[Collected data entries]
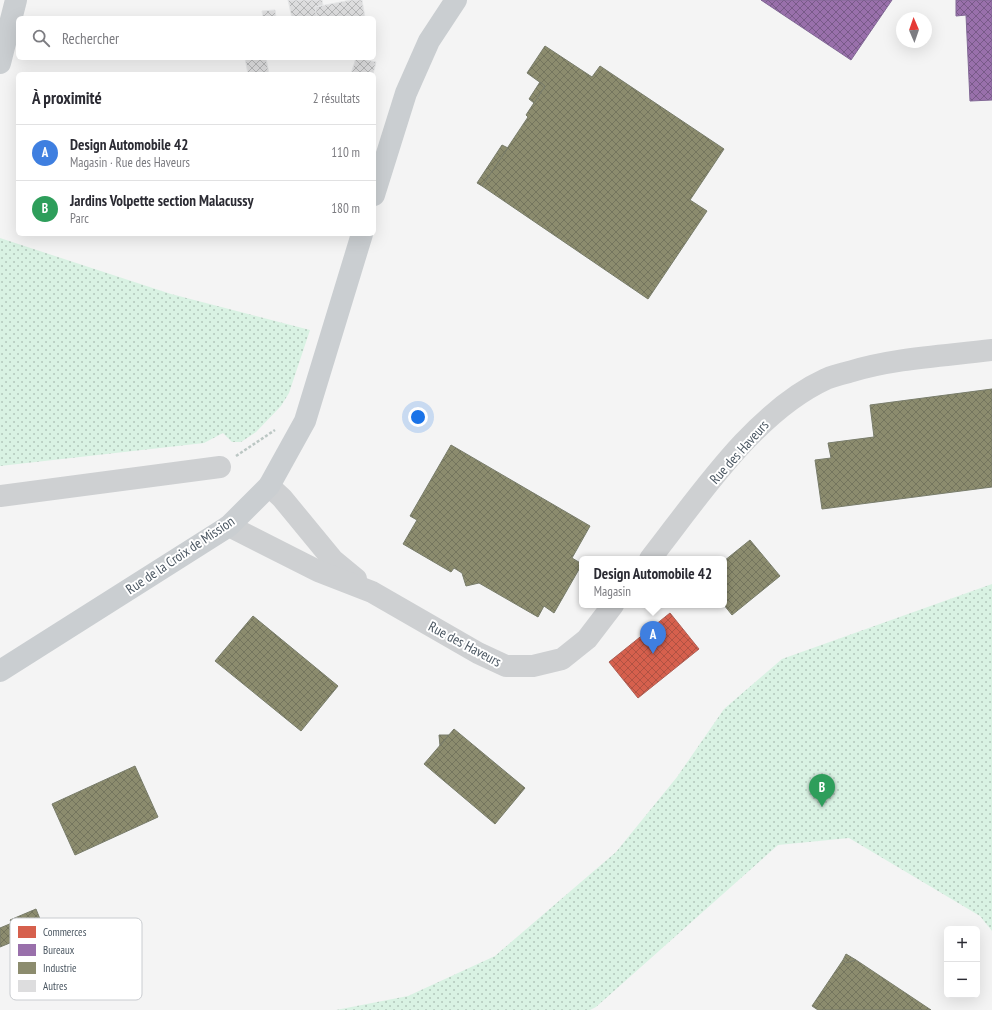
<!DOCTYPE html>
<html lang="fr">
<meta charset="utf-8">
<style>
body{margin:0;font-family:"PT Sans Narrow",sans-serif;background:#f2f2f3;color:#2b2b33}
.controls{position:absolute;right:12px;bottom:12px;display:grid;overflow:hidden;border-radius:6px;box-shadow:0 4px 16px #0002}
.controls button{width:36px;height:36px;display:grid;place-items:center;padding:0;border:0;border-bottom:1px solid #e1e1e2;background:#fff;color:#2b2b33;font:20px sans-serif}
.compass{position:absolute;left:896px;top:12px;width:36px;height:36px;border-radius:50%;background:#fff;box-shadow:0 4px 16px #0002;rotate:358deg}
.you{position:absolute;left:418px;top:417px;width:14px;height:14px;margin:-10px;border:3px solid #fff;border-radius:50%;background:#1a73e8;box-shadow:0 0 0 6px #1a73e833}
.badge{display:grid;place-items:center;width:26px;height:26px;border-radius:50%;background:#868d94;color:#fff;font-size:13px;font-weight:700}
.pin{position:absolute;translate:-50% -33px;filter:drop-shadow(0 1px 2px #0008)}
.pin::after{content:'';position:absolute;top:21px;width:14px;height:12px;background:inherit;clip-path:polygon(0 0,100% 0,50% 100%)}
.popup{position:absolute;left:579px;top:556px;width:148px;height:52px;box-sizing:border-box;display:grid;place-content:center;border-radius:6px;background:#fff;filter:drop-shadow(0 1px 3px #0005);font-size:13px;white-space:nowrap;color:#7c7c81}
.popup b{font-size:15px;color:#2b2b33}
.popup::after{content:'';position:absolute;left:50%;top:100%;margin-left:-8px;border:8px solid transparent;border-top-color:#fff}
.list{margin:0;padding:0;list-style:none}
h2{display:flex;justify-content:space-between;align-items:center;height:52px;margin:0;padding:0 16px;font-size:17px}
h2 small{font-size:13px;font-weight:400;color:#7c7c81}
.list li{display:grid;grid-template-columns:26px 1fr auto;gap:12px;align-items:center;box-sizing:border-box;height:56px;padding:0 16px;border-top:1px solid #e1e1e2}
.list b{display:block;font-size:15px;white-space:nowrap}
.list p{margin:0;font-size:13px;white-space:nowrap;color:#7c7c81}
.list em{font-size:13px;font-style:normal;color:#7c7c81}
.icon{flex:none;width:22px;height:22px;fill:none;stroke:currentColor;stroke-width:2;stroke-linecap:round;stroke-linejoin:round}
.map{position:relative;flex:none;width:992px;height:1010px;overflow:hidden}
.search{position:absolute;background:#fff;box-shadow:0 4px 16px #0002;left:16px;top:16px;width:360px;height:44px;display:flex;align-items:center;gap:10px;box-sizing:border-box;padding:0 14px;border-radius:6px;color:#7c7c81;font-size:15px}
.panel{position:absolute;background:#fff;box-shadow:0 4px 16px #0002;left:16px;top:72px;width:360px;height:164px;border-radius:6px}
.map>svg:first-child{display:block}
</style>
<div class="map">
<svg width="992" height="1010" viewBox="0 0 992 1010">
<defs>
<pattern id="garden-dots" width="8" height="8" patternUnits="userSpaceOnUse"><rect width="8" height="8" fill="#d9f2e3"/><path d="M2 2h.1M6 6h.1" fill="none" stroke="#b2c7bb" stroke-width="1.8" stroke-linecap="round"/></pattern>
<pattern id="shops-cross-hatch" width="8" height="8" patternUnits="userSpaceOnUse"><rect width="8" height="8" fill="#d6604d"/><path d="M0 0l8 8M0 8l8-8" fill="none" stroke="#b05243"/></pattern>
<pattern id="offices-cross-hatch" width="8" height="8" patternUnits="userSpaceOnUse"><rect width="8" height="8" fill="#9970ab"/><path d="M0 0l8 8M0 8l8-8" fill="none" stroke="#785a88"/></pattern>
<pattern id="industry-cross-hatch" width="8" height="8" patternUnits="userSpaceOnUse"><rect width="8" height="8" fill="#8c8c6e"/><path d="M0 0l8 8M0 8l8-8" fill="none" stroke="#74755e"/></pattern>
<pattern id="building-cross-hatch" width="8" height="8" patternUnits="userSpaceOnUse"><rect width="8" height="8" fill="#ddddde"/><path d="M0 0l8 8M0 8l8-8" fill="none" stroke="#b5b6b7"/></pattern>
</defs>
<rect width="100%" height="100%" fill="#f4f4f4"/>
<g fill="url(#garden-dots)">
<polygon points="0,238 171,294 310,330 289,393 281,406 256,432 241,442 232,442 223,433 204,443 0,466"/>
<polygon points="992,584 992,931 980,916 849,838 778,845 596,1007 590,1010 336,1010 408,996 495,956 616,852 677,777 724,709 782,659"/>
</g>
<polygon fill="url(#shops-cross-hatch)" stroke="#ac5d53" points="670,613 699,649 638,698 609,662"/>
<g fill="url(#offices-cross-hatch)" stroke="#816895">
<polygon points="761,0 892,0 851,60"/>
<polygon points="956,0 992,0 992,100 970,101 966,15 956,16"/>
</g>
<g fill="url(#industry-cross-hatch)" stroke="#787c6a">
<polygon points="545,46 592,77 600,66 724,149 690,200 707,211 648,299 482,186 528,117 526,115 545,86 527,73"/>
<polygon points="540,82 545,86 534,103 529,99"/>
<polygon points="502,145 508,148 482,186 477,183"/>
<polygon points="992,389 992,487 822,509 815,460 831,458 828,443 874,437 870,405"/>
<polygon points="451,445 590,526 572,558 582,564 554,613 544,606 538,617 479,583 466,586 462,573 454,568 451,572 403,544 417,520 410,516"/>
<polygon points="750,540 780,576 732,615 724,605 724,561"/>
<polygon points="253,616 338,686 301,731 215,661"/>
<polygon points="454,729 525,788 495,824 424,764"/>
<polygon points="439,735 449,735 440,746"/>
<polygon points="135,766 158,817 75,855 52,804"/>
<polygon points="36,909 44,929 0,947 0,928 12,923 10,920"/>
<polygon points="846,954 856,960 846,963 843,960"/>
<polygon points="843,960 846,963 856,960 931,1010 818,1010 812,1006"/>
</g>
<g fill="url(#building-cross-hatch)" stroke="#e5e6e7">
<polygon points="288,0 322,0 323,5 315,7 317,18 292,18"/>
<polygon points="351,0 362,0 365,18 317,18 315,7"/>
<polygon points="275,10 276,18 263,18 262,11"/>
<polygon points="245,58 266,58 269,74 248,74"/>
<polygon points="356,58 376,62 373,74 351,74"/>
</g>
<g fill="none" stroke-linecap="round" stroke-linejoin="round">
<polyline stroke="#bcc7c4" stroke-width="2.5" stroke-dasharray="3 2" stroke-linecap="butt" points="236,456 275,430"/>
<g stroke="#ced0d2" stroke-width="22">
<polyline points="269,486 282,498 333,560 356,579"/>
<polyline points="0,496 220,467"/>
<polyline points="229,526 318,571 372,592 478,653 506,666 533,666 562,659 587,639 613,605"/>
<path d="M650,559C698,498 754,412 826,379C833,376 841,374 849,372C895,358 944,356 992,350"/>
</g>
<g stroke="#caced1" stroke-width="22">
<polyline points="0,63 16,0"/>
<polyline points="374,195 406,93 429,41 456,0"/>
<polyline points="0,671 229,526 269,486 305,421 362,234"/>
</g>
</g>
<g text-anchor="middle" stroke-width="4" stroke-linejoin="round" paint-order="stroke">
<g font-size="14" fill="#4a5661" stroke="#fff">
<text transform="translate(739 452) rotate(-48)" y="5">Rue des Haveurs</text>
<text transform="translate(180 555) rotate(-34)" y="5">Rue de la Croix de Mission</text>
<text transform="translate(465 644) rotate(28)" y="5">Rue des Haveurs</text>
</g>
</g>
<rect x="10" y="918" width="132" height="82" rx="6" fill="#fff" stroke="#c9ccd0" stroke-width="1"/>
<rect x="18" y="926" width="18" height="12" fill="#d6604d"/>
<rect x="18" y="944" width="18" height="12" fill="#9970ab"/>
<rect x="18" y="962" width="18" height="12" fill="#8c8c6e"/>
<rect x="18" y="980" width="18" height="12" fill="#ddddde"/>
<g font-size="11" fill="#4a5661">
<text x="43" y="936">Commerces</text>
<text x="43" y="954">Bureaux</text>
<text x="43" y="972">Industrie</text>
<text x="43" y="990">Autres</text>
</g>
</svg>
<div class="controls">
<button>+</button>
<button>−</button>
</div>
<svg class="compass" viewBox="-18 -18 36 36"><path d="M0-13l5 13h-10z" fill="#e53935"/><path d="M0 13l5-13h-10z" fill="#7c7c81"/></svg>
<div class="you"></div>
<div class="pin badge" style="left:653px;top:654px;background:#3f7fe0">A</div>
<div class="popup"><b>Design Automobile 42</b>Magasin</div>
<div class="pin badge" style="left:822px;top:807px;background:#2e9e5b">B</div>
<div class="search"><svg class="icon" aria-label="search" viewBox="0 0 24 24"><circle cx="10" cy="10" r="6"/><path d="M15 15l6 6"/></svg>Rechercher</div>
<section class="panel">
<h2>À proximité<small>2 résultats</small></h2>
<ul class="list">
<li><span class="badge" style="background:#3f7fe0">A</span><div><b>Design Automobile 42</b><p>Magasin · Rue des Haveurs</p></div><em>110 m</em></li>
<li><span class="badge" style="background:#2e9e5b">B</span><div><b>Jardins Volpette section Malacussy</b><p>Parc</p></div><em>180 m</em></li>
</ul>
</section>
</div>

YOUR GOAL -> Take the lines above from the one holding "des Haveurs</p></div><em>110 m</em></li>" to the last and output them exactly.

ANSWER SPACE ->
<li><span class="badge" style="background:#3f7fe0">A</span><div><b>Design Automobile 42</b><p>Magasin · Rue des Haveurs</p></div><em>110 m</em></li>
<li><span class="badge" style="background:#2e9e5b">B</span><div><b>Jardins Volpette section Malacussy</b><p>Parc</p></div><em>180 m</em></li>
</ul>
</section>
</div>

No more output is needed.